### Supplied material
****************************************
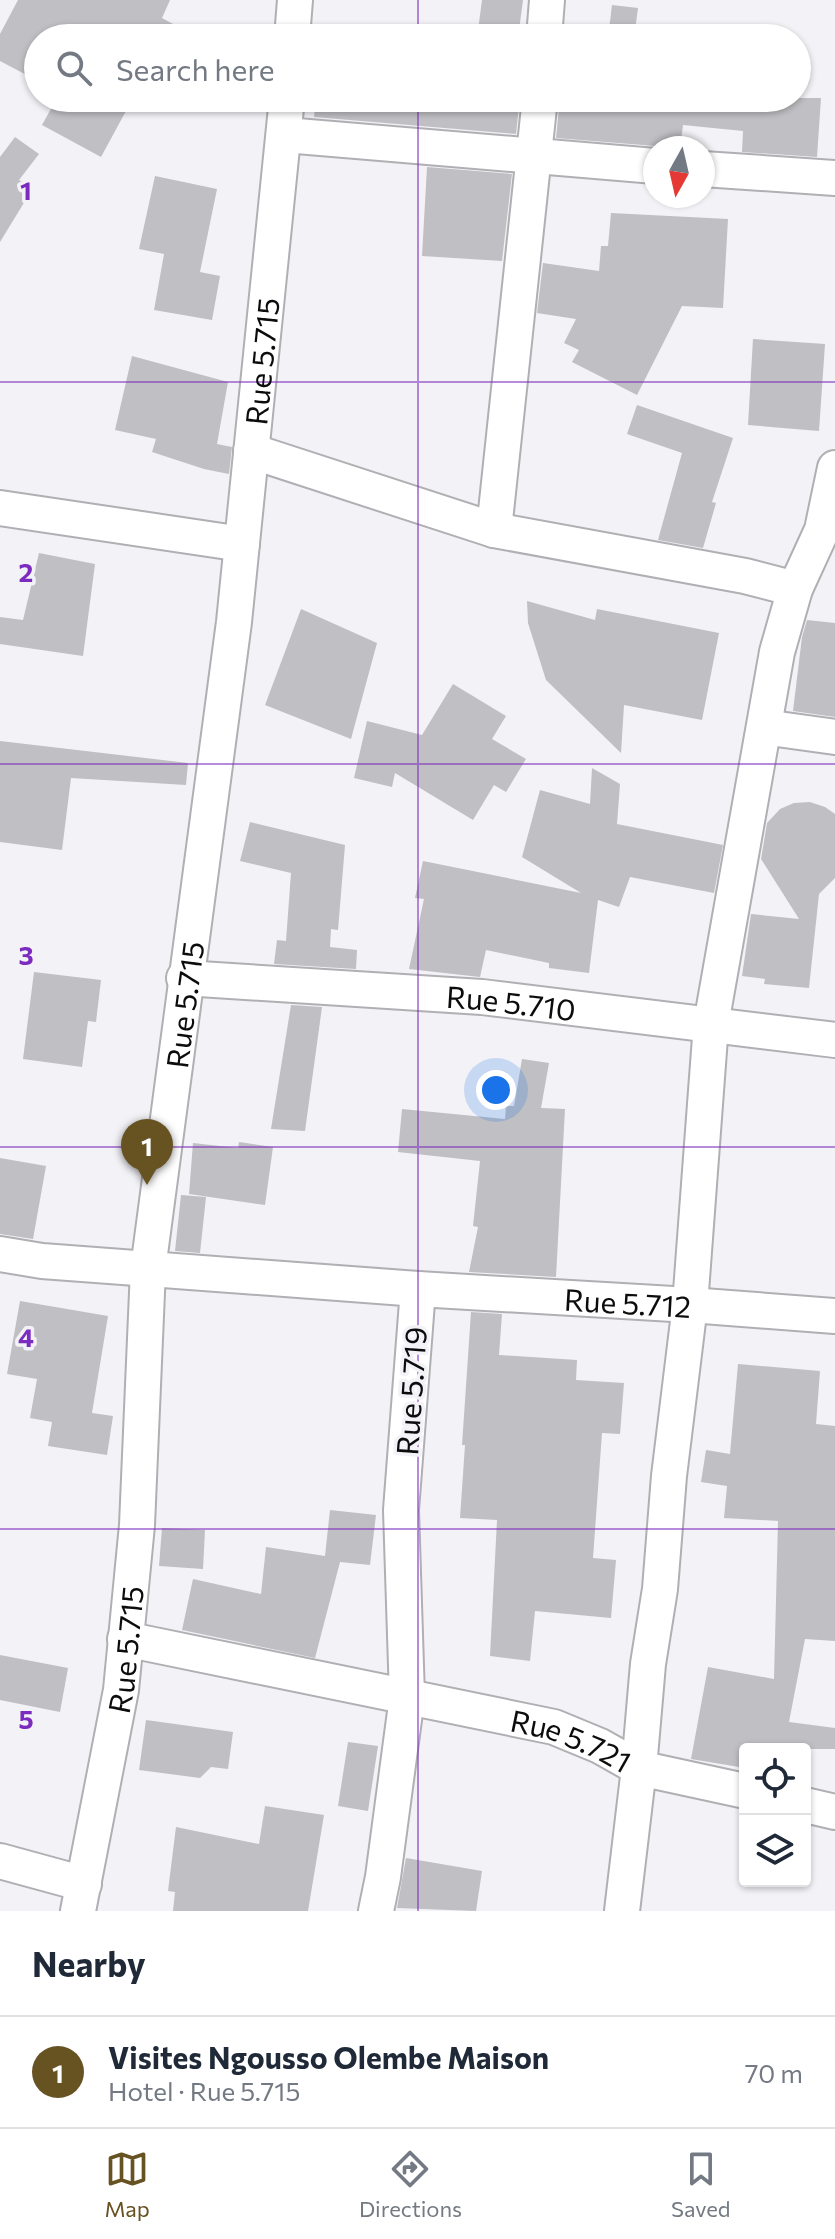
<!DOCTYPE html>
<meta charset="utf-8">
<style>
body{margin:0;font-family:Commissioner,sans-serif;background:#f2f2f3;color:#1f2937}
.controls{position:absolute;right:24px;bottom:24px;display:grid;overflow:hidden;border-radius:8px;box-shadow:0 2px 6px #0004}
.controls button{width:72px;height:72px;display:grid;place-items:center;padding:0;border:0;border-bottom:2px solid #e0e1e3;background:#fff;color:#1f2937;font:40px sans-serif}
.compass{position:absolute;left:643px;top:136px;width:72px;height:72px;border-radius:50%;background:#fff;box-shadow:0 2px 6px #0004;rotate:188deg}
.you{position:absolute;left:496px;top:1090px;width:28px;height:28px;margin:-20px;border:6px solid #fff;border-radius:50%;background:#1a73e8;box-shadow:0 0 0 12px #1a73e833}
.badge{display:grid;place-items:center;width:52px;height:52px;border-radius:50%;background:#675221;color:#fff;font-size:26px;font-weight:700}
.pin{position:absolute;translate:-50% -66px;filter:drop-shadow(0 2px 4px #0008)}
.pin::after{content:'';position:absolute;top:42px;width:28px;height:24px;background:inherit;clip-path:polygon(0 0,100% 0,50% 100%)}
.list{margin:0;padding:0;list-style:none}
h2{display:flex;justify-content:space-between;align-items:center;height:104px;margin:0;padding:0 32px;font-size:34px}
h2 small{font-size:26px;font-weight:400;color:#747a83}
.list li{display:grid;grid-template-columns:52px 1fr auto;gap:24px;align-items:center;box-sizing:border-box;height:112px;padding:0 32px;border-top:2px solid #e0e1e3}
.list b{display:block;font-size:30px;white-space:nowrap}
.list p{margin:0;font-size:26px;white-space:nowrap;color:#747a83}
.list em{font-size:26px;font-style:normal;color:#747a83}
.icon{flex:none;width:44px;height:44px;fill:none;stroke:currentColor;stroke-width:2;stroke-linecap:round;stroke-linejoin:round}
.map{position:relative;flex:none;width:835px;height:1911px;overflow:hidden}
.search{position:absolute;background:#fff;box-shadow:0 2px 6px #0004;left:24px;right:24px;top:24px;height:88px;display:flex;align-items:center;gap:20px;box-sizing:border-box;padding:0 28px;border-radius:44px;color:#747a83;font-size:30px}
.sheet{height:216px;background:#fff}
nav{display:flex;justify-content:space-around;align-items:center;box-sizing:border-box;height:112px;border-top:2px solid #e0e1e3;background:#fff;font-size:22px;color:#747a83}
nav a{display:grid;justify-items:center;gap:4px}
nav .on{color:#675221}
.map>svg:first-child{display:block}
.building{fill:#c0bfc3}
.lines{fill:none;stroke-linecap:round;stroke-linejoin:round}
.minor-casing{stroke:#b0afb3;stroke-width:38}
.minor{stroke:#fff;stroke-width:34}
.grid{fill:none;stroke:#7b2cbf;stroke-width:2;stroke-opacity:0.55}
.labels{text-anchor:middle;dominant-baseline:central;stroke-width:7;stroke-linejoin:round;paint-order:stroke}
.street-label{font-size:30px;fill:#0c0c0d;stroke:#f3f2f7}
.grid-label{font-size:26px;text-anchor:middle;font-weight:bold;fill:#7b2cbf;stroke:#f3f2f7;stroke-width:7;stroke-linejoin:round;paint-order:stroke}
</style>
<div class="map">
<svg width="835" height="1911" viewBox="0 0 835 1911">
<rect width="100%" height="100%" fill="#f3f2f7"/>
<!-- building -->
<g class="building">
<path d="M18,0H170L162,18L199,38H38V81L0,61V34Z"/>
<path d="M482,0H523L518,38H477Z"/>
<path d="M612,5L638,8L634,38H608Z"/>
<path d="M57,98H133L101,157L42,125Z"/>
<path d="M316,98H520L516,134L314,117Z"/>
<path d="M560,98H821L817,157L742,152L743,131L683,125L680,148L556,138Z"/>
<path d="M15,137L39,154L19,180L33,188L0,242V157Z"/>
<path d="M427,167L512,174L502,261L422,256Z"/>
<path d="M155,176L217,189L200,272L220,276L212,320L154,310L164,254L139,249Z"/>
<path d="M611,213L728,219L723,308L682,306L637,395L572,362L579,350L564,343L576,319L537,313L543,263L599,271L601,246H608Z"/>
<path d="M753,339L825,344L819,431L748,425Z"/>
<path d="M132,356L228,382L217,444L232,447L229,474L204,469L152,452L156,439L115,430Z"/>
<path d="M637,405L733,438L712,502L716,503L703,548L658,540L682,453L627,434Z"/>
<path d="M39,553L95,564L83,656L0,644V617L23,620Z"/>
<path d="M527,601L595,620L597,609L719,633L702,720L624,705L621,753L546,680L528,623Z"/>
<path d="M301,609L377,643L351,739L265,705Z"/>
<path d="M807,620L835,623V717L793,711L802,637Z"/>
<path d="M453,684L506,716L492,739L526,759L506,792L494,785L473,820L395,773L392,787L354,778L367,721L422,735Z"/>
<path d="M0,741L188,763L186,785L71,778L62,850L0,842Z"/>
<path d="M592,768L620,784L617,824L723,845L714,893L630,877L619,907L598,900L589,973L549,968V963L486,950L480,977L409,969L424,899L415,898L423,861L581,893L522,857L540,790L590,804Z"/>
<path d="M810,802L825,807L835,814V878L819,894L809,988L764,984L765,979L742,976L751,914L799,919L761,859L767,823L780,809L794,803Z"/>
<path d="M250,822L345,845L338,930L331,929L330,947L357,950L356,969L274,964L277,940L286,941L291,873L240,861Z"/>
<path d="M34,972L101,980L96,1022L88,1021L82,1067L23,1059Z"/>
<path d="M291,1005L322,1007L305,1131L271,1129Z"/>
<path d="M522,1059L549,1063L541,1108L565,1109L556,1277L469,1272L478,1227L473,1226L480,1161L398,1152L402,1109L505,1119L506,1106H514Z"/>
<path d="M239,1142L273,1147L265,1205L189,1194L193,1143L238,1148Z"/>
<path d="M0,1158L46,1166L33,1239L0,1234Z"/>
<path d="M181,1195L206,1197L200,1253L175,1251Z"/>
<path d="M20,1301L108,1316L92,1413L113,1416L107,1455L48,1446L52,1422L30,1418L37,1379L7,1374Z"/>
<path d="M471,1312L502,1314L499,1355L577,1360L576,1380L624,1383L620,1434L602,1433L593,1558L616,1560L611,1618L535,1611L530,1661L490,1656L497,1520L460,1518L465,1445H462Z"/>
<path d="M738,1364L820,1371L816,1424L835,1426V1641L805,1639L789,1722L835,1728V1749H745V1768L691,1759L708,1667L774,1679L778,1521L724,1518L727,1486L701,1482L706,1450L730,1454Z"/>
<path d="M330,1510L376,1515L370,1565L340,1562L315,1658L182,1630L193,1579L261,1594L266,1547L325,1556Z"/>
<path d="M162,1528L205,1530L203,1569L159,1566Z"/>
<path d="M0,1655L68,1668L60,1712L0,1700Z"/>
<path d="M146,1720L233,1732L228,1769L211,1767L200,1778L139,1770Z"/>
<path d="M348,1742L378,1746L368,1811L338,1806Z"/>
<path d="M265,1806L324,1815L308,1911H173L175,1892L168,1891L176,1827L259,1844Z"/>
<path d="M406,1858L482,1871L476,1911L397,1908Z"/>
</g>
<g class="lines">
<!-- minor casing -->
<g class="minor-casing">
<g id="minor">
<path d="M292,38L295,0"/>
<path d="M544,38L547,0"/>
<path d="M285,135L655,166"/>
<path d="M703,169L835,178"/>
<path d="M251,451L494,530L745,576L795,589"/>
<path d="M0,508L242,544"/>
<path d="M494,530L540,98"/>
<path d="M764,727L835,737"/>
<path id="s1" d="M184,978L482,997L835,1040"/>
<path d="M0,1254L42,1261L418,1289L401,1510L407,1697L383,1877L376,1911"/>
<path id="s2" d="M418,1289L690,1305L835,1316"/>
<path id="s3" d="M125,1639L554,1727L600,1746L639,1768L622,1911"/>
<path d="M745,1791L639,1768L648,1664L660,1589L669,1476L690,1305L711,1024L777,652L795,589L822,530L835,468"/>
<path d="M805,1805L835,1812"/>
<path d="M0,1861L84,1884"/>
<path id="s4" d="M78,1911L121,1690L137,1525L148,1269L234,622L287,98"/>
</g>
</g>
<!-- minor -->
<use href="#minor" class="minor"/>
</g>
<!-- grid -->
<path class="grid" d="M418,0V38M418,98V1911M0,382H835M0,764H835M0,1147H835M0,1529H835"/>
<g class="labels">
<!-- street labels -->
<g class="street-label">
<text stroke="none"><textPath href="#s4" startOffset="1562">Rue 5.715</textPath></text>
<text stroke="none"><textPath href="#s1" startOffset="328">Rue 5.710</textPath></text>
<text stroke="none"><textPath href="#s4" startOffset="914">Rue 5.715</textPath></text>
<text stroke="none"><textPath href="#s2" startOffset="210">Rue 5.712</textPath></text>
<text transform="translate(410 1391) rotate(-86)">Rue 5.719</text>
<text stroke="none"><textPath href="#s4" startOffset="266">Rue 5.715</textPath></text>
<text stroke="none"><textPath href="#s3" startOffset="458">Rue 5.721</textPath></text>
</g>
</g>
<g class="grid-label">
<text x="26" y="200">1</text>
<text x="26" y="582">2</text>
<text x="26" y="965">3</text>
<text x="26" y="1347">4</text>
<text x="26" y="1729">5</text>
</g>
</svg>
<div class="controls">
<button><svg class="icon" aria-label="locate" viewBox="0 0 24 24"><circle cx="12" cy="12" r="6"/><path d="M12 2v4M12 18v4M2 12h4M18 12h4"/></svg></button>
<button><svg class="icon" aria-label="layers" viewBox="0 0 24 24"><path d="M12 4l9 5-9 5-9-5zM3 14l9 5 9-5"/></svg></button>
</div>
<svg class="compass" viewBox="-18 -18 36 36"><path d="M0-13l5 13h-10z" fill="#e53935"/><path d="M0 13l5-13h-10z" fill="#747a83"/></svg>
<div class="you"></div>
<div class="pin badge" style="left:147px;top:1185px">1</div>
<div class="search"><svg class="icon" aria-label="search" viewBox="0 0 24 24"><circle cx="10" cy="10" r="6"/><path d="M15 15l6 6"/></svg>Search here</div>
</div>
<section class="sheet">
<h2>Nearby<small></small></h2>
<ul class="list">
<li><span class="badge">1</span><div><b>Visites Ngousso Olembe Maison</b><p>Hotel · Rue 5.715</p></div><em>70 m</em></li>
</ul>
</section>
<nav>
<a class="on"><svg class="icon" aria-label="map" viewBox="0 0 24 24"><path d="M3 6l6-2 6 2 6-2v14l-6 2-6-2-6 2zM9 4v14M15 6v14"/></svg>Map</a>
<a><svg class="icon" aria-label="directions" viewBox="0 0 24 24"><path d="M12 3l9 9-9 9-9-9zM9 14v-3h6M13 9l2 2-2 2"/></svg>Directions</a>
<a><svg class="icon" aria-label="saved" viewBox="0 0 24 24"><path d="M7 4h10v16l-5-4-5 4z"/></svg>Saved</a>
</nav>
****************************************
Only the number is wanted: how many lines in the listing contain the word "sheet"?

2